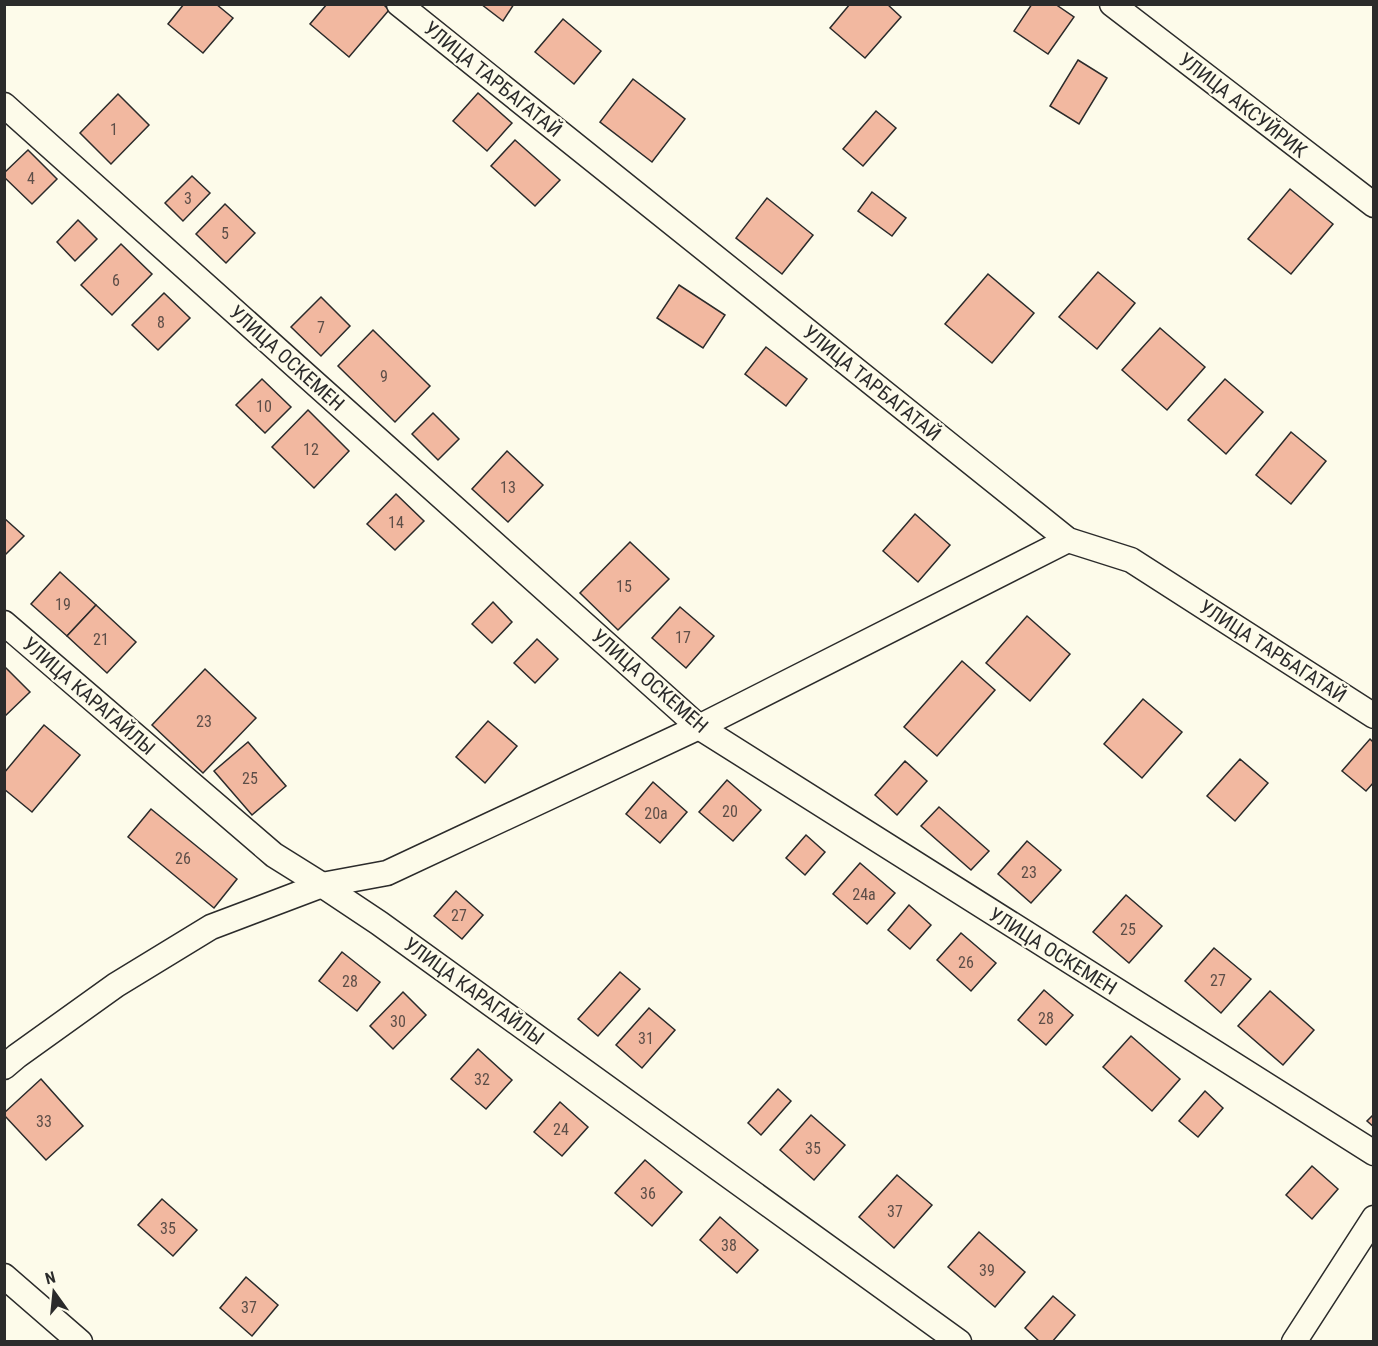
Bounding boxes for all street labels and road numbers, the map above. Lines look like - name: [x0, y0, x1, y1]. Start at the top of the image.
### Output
- street label: УЛИЦА ТАРБАГАТАЙ: [419, 16, 567, 142]
- street label: УЛИЦА АКСУЙРИК: [1174, 48, 1312, 163]
- street label: УЛИЦА ОСКЕМЕН: [225, 300, 349, 416]
- street label: УЛИЦА ТАРБАГАТАЙ: [798, 320, 946, 446]
- street label: УЛИЦА ТАРБАГАТАЙ: [1195, 595, 1351, 707]
- street label: УЛИЦА ОСКЕМЕН: [587, 624, 713, 738]
- street label: УЛИЦА КАРАГАЙЛЫ: [18, 632, 160, 760]
- street label: УЛИЦА ОСКЕМЕН: [985, 902, 1121, 1000]
- street label: УЛИЦА КАРАГАЙЛЫ: [399, 932, 549, 1050]

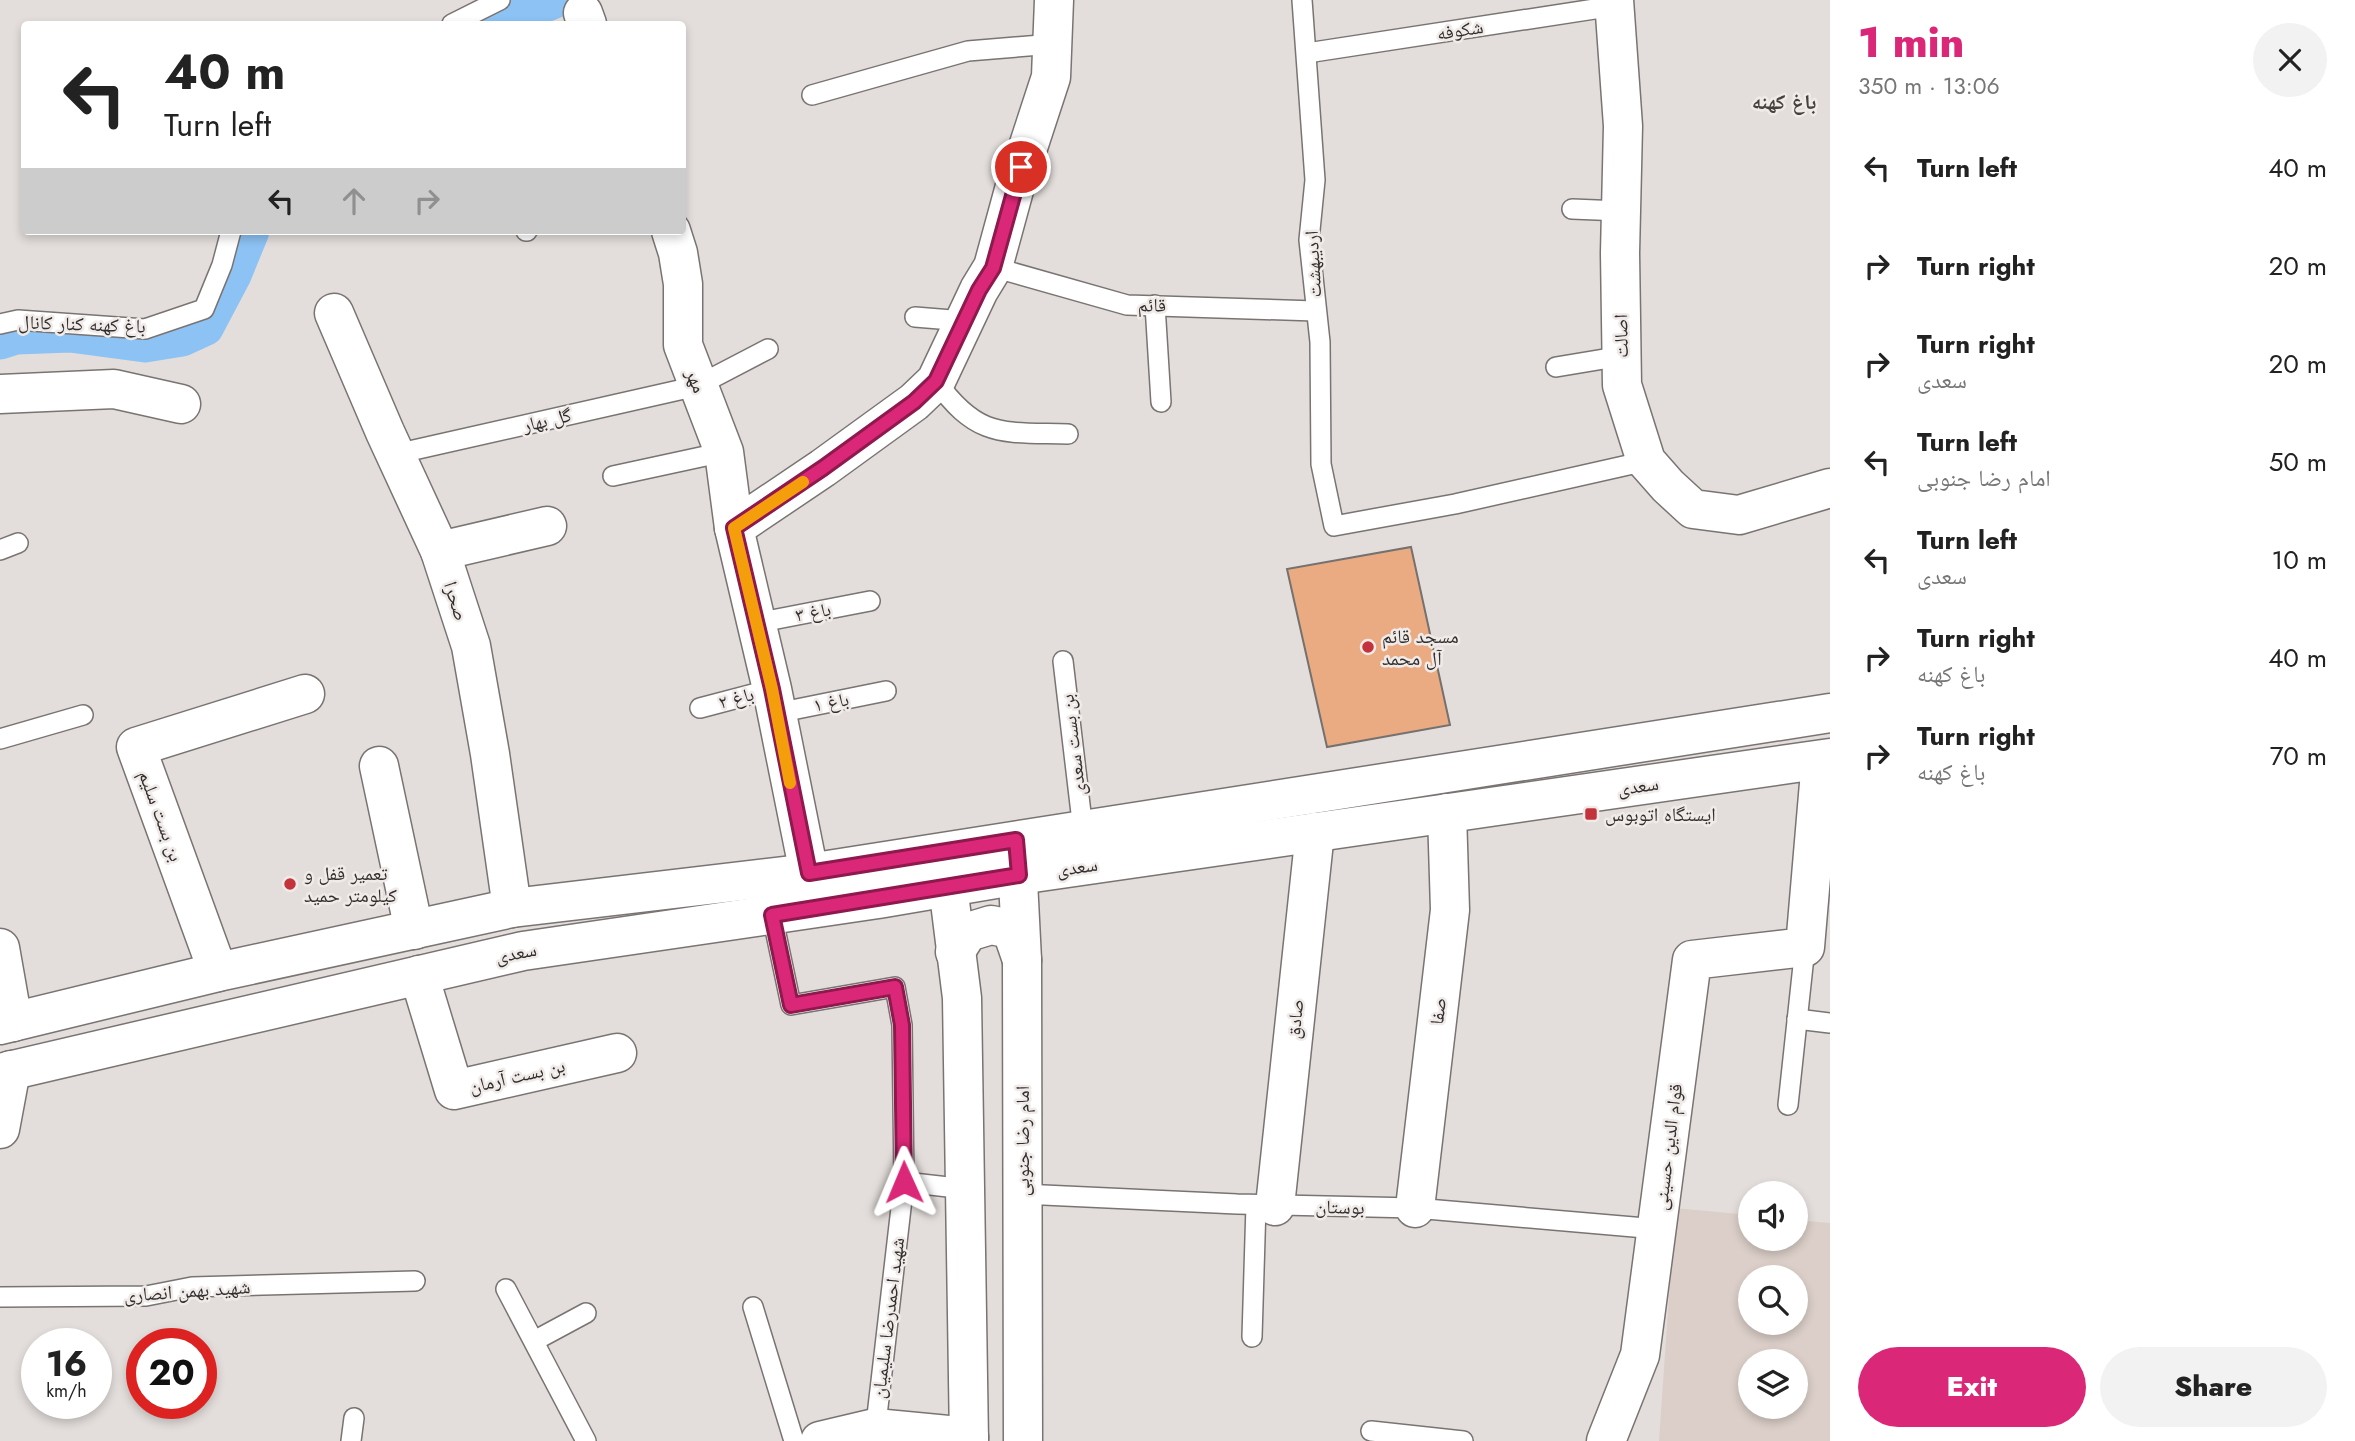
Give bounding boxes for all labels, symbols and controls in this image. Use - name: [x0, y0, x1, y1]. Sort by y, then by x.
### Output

> **Problem requirements**:
Check the data above line by line for the word "boxes". State only how many lines contain it.

> **Exercise output**:
2